Kızıldeniz'de Kargaşa: Kazanan kim, kaybeden kim?
Amerika Birleşik Devletleri, su yollarında gemi taşımacılığı özgürlüğünü korumaya yönelik, resmi olarak "Refah Koruyucusu" adı verilen bir plan duyurdu. Ancak hemen bir sorunla karşılaştı; herkes askeri koruma istiyor ama kimse bunu sağlamaya istekli değil.
Kanada, Kızıldeniz'e gönderecek gemisi olmadığını söylüyor. Avustralya, 7 fırkateyn ve 3 destroyerinin Husilerin insansız hava araçlarına karşı koyamayacağını itiraf etti. Herhangi bir geminin kaybı Avustralya'nın küçük filosuna ciddi bir darbe olacaktır.
Amerikalılar yalnızca ABD bayrağını taşıyan gemileri korumayı teklif etti. Ancak taşıyıcılar Batılı gemilerin korunmasını talep ediyor. Amerikan filosu buna yetmeyebilir. "Husileri hızlı bir şekilde söndürememek" ABD'nin dünyadaki itibarına zarar verecektir.
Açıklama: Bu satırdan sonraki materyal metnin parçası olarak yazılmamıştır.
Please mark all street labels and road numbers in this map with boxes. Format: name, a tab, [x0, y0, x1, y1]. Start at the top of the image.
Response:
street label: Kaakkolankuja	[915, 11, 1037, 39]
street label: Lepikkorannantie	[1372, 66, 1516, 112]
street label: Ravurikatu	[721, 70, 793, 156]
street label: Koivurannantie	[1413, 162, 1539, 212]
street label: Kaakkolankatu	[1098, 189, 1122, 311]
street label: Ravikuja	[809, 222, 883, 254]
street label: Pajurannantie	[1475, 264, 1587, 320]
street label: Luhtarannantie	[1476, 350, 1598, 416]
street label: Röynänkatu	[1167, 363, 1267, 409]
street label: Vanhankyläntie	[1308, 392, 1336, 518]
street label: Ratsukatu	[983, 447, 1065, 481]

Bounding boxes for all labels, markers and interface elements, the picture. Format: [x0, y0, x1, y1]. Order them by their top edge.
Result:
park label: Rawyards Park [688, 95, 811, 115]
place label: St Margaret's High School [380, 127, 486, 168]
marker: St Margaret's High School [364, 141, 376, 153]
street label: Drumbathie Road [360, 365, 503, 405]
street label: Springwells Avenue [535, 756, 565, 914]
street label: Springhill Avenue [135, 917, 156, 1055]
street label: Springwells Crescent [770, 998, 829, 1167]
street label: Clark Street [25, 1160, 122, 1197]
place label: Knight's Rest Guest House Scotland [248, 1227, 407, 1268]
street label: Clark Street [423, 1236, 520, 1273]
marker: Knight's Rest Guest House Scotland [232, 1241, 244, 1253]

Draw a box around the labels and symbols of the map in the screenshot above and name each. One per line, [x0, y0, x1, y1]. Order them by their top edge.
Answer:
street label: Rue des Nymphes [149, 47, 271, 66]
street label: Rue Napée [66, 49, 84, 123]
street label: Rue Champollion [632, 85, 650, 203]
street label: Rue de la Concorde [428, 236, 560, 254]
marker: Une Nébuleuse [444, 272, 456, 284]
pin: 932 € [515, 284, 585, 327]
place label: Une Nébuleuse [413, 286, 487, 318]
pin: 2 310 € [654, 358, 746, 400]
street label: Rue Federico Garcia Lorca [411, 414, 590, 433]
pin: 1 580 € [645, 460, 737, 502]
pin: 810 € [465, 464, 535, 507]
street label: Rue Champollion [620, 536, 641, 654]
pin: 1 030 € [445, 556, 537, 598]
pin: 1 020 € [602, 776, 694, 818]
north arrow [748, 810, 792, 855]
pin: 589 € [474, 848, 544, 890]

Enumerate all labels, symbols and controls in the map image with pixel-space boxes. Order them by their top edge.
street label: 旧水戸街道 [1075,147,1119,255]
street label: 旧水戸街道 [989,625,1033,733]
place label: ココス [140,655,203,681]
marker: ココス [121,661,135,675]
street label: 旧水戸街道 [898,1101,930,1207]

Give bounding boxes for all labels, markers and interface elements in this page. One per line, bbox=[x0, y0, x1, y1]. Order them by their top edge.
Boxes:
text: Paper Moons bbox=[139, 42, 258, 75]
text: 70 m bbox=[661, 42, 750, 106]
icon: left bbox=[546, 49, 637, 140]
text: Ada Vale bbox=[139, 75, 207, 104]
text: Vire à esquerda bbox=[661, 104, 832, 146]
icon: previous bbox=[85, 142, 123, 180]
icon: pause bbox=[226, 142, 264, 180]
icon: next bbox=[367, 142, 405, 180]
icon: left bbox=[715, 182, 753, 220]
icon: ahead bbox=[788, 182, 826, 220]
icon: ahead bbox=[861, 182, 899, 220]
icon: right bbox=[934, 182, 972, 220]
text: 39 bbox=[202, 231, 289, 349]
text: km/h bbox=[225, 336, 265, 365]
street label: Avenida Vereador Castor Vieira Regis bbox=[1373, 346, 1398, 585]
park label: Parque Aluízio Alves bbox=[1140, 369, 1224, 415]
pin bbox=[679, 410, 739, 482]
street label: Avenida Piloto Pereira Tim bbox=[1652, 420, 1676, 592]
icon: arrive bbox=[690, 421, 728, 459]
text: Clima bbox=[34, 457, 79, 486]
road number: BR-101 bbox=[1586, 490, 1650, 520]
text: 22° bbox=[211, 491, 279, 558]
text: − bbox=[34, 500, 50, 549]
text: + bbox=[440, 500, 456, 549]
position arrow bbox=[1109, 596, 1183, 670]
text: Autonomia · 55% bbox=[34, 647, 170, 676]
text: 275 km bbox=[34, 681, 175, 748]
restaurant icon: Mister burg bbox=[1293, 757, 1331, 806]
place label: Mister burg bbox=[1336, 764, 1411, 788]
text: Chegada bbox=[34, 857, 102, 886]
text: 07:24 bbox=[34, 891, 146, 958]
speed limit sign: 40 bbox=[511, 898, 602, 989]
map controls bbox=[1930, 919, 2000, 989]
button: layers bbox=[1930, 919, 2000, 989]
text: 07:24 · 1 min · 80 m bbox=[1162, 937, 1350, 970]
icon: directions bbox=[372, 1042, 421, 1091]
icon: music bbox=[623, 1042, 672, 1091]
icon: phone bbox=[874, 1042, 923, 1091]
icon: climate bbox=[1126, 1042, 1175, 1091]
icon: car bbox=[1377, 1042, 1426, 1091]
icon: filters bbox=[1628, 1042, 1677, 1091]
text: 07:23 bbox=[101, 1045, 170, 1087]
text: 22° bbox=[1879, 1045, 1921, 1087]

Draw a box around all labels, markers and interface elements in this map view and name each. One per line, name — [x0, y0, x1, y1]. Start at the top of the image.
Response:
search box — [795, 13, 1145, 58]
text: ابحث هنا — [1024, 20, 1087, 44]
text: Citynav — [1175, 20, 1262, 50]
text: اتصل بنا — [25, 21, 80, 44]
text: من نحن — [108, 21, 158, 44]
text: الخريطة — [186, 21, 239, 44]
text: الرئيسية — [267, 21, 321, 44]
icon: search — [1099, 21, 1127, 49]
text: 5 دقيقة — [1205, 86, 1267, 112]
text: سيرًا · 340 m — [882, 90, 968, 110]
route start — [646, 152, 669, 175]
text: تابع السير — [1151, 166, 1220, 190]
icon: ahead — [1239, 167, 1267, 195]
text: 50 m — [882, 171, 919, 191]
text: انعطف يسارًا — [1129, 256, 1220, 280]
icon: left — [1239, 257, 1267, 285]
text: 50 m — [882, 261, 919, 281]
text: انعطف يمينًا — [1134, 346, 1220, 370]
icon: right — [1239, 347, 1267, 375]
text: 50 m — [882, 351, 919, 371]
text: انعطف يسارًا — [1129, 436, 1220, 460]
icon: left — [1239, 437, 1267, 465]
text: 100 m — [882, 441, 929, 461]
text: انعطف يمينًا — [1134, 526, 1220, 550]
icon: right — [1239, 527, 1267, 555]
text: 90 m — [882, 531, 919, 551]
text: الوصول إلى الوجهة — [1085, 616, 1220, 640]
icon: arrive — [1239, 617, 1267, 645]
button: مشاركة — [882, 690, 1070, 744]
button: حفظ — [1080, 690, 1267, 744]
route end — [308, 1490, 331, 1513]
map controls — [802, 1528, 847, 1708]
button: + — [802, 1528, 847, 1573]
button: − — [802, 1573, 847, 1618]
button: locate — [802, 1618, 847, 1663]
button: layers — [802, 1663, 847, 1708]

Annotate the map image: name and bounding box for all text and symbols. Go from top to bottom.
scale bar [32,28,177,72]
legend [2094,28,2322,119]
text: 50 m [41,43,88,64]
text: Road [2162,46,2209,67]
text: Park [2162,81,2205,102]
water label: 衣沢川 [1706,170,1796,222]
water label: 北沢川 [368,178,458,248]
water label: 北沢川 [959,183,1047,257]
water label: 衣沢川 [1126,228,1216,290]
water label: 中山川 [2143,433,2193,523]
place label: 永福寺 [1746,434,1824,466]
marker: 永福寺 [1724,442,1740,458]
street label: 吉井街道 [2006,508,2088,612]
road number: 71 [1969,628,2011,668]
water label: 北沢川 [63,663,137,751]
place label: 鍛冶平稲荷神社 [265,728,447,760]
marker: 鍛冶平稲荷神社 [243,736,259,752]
Kazanan, gölge tanker filosunun Husilere temas etmesini engelleme sözü veren Rusya oldu. Ayrıca Çin, Avrupa'daki herhangi bir lojistik krizinin rekabet avantajı haline geleceğini düşünüyor. Üstelik kendi endüstrisini geliştirmesi ve örneğin durgun Avrupa otomobil endüstrisini Çin'in elektrikli otomobilleriyle değiştirmesi daha kolay olacak.
Ayrıca Çin, Umman'da sessizce bir askeri üs inşa ediyor. Şimdi Ortadoğu'daki istikrarsızlığı kullanarak ABD'yi bypass etmeye ve kendi güvenlik hizmetlerini sunmaya çalışıyor. Aynı zamanda deniz taşımacılığındaki kriz, tankerlerin Afrika boyunca 18. yüzyıla doğru hareket etmesine yol açmıştır (https://www.bloomberg.com/news/articles/2023-12-21/twin-crises) -gönderme-18 -yüzyıl-ticaret-yolları) -. Ulaştırma maliyetleri şimdiden yüzde 40 oranında arttı ve bu da Batı'yı Noel yaklaşırken yüksek enflasyon ve emtia kıtlığıyla tehdit ediyor.